By John Fritze, Tierney Sneed and Devan Cole, CNN

(CNN) — The Supreme Court appears poised to temporarily allow abortions in medical emergencies in Idaho, Bloomberg News reported Wednesday, citing a document that was inadvertently posted on the court’s website in an astonishing breach of protocol.

The unsigned opinion showed that three conservatives – Chief Justice John Roberts and Justices Brett Kavanaugh and Amy Coney Barrett – sided with the court’s three liberals to block the state from enforcing the ban in certain emergency situations.

The court acknowledged a document was briefly posted, but stressed that no opinion is final until announced by the justices. The abortion case is considered among the most significant of the current term that is winding down ahead of the July 4 holiday.

It’s the second time in two years that a major decision dealing with an abortion case has been prematurely released. Two years ago, Politico obtained a draft of the high court’s opinion overturning Roe v. Wade – a document that was substantially the same as the final opinion the court released weeks later.

At issue is Idaho’s strict abortion ban, which provides an exception for the life of the pregnant woman. The Biden administration argued that a federal law also requires hospitals to perform abortions in cases where the health of the pregnant woman is at stake.

The decision means that an order from a trial judge that had blocked enforcement of Idaho’s abortion ban in medical emergencies would go back into effect while the case continues to be argued in lower courts.
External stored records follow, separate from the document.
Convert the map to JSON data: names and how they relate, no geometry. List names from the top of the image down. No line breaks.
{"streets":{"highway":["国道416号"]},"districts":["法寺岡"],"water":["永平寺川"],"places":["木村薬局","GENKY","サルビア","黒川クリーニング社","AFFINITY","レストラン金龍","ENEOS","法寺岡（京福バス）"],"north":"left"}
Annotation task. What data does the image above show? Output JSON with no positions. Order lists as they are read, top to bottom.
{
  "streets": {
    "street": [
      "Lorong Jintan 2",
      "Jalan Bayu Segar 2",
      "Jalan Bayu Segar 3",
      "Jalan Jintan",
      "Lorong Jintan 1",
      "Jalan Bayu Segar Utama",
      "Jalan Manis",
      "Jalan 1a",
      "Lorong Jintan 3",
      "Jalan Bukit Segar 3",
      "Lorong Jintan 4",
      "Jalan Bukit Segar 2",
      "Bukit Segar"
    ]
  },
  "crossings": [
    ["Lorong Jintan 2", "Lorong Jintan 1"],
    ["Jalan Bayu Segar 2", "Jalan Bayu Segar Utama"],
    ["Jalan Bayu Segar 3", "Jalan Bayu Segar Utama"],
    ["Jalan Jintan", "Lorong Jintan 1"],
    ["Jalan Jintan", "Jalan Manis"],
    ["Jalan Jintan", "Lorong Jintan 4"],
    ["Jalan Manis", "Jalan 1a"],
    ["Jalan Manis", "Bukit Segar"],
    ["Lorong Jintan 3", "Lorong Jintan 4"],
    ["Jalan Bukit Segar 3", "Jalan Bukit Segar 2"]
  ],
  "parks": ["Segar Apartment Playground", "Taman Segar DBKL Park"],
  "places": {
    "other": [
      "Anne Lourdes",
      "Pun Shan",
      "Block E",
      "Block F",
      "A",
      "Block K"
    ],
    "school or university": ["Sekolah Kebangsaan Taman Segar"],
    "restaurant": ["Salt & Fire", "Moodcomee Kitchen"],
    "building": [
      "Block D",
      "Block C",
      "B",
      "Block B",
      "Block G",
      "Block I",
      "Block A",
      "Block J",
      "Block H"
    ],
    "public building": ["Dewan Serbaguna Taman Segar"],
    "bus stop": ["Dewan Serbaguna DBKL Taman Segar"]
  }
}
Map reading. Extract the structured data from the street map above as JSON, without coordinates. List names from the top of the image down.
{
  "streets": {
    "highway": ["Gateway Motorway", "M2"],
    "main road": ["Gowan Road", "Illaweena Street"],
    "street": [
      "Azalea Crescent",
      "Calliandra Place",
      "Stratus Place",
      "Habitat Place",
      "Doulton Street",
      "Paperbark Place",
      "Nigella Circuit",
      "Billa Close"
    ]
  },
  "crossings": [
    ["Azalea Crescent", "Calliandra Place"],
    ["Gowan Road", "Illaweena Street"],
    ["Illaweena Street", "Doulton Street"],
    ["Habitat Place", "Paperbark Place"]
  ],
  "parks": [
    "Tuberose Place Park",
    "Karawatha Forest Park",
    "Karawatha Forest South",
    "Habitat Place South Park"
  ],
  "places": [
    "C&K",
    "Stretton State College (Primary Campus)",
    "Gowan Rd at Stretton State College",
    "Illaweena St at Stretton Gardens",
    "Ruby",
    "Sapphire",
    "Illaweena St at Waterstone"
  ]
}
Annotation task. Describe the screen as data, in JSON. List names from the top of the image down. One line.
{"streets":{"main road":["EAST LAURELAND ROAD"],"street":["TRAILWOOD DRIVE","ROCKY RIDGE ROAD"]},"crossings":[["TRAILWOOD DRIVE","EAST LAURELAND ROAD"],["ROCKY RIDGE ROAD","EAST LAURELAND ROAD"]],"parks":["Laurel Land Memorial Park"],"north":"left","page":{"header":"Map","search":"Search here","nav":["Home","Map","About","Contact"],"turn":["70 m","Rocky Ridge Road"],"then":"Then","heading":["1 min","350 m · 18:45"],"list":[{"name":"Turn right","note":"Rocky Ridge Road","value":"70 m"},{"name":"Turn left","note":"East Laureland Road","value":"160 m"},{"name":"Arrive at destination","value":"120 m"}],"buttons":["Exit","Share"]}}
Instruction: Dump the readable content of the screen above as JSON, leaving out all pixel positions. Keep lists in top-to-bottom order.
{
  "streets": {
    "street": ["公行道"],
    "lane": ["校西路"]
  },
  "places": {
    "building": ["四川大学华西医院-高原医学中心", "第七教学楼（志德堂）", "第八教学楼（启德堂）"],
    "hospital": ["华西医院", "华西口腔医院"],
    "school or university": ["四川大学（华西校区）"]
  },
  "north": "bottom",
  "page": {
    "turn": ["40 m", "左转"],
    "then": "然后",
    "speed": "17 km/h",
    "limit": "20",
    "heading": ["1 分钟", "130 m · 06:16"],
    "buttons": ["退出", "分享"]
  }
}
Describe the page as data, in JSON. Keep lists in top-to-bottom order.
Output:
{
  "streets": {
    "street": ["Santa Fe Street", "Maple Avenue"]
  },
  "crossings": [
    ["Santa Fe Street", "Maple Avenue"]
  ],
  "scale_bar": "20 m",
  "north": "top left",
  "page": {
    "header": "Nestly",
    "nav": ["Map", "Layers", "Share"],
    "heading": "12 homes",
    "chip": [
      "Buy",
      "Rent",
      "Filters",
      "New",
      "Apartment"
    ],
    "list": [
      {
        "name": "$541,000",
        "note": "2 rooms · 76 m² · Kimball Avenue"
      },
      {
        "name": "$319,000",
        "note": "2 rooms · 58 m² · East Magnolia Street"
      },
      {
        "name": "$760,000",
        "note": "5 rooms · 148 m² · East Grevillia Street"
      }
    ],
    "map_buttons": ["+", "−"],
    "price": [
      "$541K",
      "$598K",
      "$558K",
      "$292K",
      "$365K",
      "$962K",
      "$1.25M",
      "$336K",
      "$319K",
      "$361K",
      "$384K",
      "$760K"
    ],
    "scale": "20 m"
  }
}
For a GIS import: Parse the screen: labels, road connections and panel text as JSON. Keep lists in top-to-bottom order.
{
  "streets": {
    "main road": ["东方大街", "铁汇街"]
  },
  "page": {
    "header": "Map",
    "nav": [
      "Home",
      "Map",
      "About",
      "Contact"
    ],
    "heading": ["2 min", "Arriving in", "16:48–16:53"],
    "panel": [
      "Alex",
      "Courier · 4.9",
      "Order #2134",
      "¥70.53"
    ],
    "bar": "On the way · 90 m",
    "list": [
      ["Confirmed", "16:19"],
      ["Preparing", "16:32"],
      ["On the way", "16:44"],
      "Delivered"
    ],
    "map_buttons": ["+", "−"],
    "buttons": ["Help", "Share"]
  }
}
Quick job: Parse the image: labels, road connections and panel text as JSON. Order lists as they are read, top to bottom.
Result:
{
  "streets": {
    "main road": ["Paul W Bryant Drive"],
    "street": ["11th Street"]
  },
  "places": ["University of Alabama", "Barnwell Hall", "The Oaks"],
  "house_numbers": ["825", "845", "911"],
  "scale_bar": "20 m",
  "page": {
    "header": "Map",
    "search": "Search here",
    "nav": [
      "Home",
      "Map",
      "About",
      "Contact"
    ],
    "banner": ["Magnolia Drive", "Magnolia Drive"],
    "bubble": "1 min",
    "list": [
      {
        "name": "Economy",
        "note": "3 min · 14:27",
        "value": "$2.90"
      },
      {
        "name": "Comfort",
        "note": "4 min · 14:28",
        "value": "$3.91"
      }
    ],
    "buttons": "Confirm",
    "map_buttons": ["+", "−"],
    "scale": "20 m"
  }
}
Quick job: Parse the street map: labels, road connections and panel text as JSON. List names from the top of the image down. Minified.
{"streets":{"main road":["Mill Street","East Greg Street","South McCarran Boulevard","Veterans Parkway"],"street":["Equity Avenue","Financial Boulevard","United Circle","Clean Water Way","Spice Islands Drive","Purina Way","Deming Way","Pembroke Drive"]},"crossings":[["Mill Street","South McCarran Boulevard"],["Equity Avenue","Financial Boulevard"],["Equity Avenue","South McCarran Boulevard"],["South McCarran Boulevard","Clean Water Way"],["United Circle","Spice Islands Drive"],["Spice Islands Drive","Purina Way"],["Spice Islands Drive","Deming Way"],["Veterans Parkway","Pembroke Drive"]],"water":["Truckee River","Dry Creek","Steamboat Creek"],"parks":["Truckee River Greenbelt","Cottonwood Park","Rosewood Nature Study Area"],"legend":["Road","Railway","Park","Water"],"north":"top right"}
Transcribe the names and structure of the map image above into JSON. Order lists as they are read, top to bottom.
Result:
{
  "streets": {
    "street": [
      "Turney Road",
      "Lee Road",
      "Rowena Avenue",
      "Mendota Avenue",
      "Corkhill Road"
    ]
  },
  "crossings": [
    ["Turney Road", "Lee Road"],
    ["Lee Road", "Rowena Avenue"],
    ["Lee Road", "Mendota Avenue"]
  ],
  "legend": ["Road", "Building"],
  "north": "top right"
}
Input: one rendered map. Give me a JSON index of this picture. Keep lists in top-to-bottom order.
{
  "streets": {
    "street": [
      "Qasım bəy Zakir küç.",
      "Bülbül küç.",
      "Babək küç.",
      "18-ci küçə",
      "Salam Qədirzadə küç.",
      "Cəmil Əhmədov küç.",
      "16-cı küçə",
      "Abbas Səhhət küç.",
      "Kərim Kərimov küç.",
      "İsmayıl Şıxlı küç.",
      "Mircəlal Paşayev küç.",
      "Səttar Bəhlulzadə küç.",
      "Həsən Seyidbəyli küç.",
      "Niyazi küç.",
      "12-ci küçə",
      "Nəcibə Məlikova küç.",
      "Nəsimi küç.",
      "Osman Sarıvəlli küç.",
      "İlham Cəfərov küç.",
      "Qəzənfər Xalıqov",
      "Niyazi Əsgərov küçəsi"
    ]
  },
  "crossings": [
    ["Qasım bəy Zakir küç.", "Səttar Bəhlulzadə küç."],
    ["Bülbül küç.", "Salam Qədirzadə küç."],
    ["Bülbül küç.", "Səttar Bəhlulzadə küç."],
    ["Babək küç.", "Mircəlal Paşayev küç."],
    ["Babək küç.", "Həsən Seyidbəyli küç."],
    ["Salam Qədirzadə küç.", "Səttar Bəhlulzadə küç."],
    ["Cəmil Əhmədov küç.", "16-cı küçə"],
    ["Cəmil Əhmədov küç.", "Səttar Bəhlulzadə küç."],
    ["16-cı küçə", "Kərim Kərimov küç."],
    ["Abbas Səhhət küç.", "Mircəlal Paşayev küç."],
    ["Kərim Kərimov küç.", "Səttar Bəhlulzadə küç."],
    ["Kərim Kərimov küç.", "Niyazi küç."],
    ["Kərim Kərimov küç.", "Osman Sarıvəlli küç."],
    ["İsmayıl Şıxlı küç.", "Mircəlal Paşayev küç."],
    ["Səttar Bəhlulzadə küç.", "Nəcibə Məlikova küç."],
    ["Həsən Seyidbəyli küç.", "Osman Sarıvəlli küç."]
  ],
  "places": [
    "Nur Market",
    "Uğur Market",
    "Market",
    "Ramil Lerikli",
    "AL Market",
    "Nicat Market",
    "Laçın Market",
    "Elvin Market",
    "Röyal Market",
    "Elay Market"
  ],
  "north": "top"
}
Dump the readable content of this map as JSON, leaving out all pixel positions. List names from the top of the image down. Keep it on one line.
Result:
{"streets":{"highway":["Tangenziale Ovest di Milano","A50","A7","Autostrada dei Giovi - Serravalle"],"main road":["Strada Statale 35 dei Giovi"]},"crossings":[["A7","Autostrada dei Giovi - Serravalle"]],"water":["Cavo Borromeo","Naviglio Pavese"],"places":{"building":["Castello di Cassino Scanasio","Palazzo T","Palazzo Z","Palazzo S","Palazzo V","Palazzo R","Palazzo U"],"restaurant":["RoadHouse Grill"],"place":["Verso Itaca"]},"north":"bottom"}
Such a ruling is a temporary win for the Biden administration and will be a relief to Idaho women who fear medical complications from their pregnancies could jeopardize their heath.

But it would leave unresolved the central question of whether federal law protects access to abortion in medical emergencies, and it is not likely to end the precariousness and uncertainty that doctors have felt about how to navigate strict abortion bans while caring for their patients.

“If the reporting is accurate, this would be a significant but temporary victory for the Biden administration,” said Steve Vladeck, CNN Supreme Court analyst and professor at the University of Texas School of Law.

A Supreme Court spokeswoman, Patricia McCabe, confirmed that a “document” was “inadvertently and briefly uploaded” to the court’s website. She stressed that the opinion in the case “has not been released” and would be “issued in due course.”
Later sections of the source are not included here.